What is expected: The result should be every line of the listing that holds the word "setLineDash".

Material for this exercise:
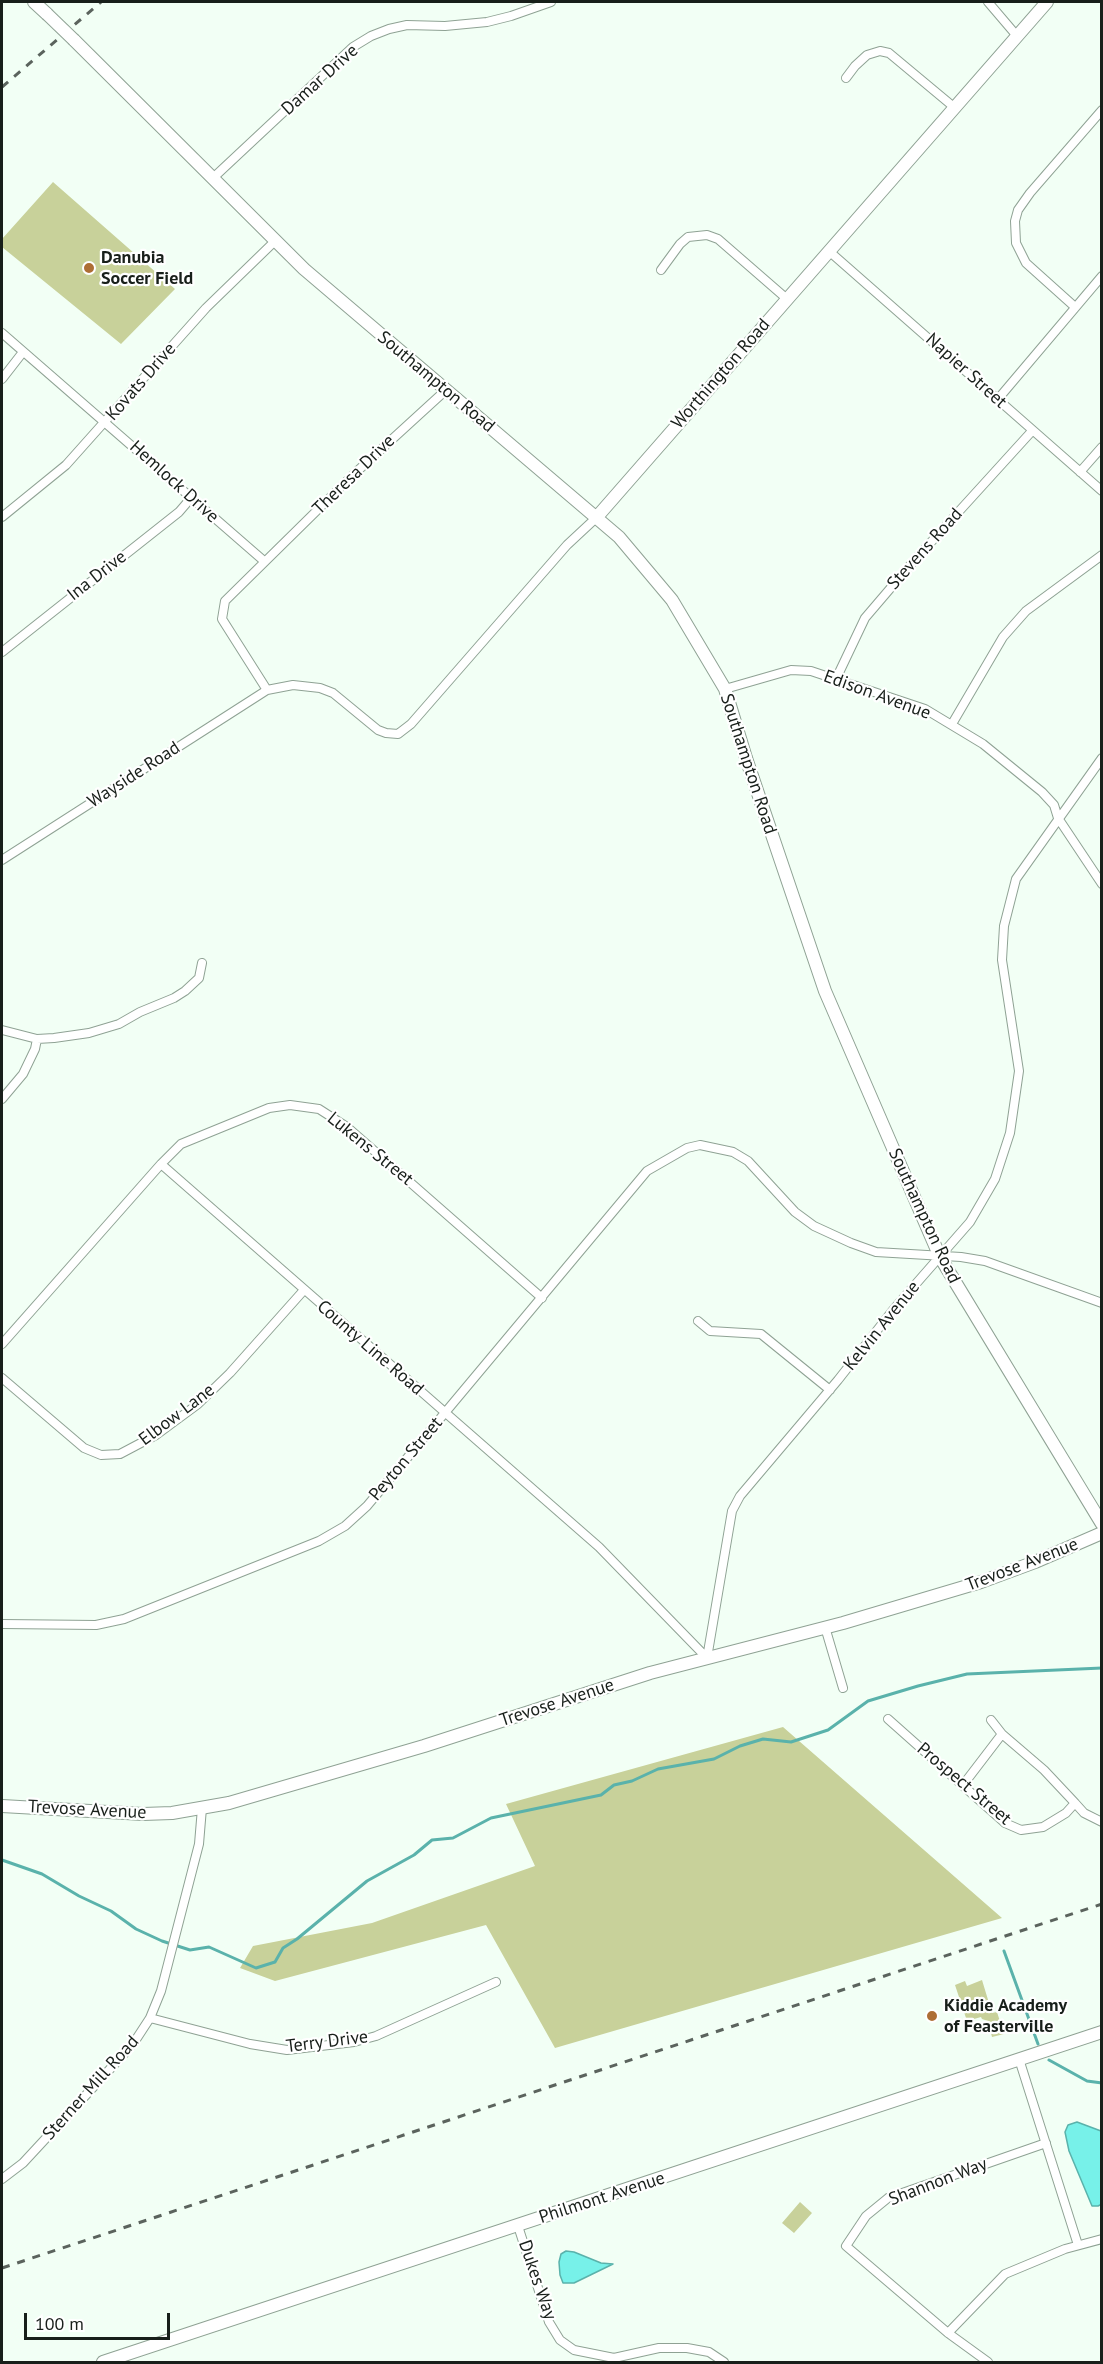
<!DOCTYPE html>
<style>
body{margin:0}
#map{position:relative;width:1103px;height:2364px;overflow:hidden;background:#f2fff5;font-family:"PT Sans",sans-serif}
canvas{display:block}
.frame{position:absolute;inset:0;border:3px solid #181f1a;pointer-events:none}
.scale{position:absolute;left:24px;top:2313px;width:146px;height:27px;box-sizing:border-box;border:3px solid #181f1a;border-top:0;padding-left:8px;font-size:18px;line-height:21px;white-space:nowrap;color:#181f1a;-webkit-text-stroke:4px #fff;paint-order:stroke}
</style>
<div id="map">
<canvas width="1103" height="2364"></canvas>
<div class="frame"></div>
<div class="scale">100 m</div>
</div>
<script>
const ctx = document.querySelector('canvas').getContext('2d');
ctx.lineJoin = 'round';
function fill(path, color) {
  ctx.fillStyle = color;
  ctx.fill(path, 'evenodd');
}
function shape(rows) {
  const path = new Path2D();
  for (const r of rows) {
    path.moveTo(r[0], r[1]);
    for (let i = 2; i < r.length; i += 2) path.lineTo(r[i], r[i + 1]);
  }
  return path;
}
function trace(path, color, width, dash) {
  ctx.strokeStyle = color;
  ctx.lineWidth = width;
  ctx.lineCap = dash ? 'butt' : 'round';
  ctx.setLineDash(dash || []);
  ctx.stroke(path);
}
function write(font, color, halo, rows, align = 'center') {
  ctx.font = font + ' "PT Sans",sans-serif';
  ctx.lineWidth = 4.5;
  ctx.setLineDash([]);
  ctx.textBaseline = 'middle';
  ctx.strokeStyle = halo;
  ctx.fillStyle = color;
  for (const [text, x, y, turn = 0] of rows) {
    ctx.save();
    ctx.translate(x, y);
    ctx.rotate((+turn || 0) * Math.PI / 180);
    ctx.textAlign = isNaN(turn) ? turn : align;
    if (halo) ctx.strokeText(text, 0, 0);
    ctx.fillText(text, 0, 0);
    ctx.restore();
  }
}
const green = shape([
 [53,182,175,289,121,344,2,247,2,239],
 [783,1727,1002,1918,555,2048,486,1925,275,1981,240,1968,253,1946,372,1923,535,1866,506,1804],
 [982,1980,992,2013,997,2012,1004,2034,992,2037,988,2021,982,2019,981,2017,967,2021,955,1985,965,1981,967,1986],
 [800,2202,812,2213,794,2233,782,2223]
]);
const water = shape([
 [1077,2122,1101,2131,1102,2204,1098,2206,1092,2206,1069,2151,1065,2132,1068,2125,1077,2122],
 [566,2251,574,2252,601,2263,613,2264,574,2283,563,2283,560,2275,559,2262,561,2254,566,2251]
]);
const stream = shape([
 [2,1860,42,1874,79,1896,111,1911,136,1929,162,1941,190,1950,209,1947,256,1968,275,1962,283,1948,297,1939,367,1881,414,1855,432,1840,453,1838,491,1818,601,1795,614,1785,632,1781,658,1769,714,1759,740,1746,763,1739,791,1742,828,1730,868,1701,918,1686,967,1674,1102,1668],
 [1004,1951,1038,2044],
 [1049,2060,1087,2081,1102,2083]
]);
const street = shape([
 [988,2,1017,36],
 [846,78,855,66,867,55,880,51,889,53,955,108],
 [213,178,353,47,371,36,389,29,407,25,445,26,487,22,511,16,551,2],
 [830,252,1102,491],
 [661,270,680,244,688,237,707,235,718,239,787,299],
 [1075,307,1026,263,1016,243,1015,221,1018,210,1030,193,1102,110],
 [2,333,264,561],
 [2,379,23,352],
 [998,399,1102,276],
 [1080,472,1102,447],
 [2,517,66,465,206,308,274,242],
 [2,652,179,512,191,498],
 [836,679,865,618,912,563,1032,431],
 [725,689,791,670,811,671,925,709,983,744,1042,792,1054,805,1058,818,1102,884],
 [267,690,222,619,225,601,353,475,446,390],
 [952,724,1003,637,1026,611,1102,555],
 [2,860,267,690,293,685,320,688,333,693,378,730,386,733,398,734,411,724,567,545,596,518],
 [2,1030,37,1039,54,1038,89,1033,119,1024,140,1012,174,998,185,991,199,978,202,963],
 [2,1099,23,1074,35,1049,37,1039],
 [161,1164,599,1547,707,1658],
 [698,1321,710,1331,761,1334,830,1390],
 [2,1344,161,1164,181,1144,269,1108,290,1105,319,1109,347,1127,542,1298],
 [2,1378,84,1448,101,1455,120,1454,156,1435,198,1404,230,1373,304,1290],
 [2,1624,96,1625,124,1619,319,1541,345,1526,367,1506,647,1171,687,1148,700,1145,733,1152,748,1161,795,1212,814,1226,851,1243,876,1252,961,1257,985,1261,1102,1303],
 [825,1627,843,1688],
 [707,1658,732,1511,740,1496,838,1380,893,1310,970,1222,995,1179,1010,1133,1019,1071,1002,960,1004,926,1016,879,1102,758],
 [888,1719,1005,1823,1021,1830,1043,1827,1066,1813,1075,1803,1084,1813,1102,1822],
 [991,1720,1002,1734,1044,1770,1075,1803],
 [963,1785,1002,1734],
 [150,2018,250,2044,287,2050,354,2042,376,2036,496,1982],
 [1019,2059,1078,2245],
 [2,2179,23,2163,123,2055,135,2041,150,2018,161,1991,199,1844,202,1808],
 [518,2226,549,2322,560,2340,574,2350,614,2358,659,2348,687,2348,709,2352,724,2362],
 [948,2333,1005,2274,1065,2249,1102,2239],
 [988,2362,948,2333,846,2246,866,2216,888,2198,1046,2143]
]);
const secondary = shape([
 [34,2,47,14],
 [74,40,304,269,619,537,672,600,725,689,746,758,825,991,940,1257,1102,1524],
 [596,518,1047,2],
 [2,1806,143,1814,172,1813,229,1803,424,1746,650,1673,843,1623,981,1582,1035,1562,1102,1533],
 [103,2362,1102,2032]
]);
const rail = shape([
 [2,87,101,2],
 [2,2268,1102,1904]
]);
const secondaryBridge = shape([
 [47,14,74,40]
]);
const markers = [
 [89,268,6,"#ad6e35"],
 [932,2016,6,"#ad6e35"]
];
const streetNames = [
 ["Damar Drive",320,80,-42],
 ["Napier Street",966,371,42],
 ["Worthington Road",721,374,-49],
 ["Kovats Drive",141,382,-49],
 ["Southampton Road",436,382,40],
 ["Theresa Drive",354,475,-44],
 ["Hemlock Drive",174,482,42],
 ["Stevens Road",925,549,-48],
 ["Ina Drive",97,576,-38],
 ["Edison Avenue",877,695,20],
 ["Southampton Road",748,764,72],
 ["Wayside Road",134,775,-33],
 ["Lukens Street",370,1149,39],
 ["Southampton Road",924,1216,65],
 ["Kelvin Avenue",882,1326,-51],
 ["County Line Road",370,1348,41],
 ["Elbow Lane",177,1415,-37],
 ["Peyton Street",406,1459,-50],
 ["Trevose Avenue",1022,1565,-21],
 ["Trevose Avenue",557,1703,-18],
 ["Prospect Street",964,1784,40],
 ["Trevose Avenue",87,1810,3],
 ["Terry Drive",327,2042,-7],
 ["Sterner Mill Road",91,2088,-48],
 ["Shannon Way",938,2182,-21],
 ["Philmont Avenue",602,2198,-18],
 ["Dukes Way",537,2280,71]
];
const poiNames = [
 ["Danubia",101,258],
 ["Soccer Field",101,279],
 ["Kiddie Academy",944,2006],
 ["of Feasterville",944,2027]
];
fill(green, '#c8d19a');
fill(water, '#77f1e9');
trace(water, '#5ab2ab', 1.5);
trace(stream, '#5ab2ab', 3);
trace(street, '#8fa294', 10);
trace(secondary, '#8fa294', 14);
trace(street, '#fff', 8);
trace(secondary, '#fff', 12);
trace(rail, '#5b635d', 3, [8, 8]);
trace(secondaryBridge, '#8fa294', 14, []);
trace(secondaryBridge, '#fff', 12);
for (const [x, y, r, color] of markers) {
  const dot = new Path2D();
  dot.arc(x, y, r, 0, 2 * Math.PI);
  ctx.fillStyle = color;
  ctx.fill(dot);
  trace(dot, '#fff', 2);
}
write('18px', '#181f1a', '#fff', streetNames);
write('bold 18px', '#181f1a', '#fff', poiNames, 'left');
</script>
--
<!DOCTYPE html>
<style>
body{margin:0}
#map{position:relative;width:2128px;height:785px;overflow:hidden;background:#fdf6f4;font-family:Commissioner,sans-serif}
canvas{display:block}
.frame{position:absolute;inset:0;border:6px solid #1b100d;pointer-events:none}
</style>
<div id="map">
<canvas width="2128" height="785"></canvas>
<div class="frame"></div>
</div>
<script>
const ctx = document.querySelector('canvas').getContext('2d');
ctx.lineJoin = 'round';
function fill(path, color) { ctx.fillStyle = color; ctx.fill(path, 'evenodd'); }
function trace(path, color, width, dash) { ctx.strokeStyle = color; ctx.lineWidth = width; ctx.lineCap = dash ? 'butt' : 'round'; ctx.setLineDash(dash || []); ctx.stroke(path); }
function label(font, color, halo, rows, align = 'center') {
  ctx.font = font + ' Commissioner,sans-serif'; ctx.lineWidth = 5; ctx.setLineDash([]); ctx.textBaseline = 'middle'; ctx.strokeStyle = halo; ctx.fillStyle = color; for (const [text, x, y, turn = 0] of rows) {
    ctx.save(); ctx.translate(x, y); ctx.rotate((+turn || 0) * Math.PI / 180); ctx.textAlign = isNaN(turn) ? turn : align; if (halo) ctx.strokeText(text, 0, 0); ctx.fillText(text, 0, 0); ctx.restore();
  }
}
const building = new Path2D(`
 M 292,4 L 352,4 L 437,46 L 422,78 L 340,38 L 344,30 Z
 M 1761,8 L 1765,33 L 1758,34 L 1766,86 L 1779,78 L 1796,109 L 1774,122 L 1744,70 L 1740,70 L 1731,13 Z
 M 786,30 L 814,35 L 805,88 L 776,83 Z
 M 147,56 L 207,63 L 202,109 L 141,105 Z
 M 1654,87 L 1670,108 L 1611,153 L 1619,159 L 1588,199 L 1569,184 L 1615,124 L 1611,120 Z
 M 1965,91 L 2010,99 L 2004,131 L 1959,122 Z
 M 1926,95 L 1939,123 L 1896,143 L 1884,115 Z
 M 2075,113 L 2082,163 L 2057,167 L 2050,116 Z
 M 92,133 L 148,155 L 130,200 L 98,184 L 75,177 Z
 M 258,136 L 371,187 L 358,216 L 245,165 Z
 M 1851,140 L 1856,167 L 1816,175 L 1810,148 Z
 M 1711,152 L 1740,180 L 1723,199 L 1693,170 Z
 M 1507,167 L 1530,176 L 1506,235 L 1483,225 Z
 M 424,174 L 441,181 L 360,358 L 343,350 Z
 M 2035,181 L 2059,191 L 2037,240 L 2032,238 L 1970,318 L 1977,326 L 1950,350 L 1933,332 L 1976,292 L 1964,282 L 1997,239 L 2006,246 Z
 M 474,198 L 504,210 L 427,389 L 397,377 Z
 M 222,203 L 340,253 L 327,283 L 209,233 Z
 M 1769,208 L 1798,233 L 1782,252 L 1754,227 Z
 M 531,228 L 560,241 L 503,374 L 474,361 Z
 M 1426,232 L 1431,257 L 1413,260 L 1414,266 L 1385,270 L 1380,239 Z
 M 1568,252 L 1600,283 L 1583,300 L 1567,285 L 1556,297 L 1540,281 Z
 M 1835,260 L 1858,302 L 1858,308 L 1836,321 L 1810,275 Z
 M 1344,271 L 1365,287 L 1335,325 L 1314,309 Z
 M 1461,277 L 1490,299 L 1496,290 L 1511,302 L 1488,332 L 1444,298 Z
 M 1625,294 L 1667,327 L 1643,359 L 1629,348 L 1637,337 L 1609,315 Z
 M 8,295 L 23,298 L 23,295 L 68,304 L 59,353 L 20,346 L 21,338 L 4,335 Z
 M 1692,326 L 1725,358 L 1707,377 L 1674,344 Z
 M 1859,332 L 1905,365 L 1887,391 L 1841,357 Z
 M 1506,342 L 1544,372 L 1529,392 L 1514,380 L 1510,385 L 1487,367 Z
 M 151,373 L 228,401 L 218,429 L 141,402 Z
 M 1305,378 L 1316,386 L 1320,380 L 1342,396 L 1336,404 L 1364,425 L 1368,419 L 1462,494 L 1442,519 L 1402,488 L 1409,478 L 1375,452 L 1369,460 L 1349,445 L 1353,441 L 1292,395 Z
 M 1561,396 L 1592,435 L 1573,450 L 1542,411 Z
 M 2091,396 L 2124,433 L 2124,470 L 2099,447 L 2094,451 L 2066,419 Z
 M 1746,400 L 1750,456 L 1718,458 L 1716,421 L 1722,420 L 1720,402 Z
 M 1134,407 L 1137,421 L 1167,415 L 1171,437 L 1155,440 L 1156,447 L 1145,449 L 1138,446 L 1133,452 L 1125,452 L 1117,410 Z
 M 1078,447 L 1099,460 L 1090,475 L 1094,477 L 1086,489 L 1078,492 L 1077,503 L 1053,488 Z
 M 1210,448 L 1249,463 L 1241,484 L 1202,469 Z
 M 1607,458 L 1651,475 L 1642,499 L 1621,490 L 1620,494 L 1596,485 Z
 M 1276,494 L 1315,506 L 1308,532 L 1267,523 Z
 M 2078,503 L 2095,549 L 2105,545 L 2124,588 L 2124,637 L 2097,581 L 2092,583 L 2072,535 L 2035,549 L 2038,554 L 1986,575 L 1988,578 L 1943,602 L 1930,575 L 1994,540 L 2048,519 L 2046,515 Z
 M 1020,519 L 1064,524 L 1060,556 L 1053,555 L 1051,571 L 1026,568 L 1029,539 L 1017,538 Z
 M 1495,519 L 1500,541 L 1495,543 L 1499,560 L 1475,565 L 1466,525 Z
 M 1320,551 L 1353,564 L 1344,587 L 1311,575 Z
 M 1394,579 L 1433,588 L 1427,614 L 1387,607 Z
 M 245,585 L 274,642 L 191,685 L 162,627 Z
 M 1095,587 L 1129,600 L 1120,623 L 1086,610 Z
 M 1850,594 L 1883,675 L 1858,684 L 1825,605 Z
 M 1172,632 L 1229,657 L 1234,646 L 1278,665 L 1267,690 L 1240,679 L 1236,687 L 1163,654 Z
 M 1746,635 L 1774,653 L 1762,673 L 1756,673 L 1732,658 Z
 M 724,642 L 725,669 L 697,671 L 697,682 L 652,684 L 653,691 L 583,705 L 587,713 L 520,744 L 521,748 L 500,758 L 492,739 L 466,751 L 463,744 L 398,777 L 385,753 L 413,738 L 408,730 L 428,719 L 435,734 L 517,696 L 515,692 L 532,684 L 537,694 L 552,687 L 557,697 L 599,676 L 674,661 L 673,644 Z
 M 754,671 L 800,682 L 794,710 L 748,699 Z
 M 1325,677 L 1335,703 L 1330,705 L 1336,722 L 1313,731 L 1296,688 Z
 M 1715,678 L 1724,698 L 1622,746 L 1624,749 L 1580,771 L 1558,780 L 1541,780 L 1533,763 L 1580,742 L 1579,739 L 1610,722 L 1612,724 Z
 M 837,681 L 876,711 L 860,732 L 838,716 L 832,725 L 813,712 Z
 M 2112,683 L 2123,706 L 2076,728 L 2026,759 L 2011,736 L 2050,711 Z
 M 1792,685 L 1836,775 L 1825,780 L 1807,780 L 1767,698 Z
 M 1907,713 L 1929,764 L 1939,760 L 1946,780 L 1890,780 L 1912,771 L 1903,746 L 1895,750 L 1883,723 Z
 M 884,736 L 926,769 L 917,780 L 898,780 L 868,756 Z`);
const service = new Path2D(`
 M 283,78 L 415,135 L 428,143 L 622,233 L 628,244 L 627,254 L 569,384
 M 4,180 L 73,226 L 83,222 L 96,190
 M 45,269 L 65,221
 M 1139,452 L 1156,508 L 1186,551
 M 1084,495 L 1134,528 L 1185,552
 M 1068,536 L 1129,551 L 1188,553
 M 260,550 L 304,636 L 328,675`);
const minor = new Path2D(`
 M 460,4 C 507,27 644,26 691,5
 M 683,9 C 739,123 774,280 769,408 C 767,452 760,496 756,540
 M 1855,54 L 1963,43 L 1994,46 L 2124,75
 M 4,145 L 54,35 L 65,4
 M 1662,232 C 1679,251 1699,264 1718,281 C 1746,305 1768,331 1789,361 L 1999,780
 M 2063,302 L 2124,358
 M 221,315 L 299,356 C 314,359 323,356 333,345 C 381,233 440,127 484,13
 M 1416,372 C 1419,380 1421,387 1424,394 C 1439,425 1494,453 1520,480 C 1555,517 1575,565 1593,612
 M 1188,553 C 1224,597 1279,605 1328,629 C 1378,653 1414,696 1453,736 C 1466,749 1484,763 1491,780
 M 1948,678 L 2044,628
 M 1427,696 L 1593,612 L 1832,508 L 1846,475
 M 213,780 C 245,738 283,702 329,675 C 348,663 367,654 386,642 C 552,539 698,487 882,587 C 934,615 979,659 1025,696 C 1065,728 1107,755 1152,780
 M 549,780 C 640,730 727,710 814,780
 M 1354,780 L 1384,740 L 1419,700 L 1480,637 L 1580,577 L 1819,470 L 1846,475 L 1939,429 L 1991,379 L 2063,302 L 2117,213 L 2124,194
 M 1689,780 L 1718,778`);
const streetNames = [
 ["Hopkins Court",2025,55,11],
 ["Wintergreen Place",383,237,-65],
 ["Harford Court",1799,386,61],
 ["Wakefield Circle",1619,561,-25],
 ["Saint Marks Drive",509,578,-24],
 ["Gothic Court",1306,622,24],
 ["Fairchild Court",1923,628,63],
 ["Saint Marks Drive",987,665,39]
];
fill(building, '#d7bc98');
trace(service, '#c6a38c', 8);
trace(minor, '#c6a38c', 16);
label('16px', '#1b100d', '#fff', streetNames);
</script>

Exercise output:
  ctx.setLineDash(dash || []);
  ctx.setLineDash([]);
function trace(path, color, width, dash) { ctx.strokeStyle = color; ctx.lineWidth = width; ctx.lineCap = dash ? 'butt' : 'round'; ctx.setLineDash(dash || []); ctx.stroke(path); }
  ctx.font = font + ' Commissioner,sans-serif'; ctx.lineWidth = 5; ctx.setLineDash([]); ctx.textBaseline = 'middle'; ctx.strokeStyle = halo; ctx.fillStyle = color; for (const [text, x, y, turn = 0] of rows) {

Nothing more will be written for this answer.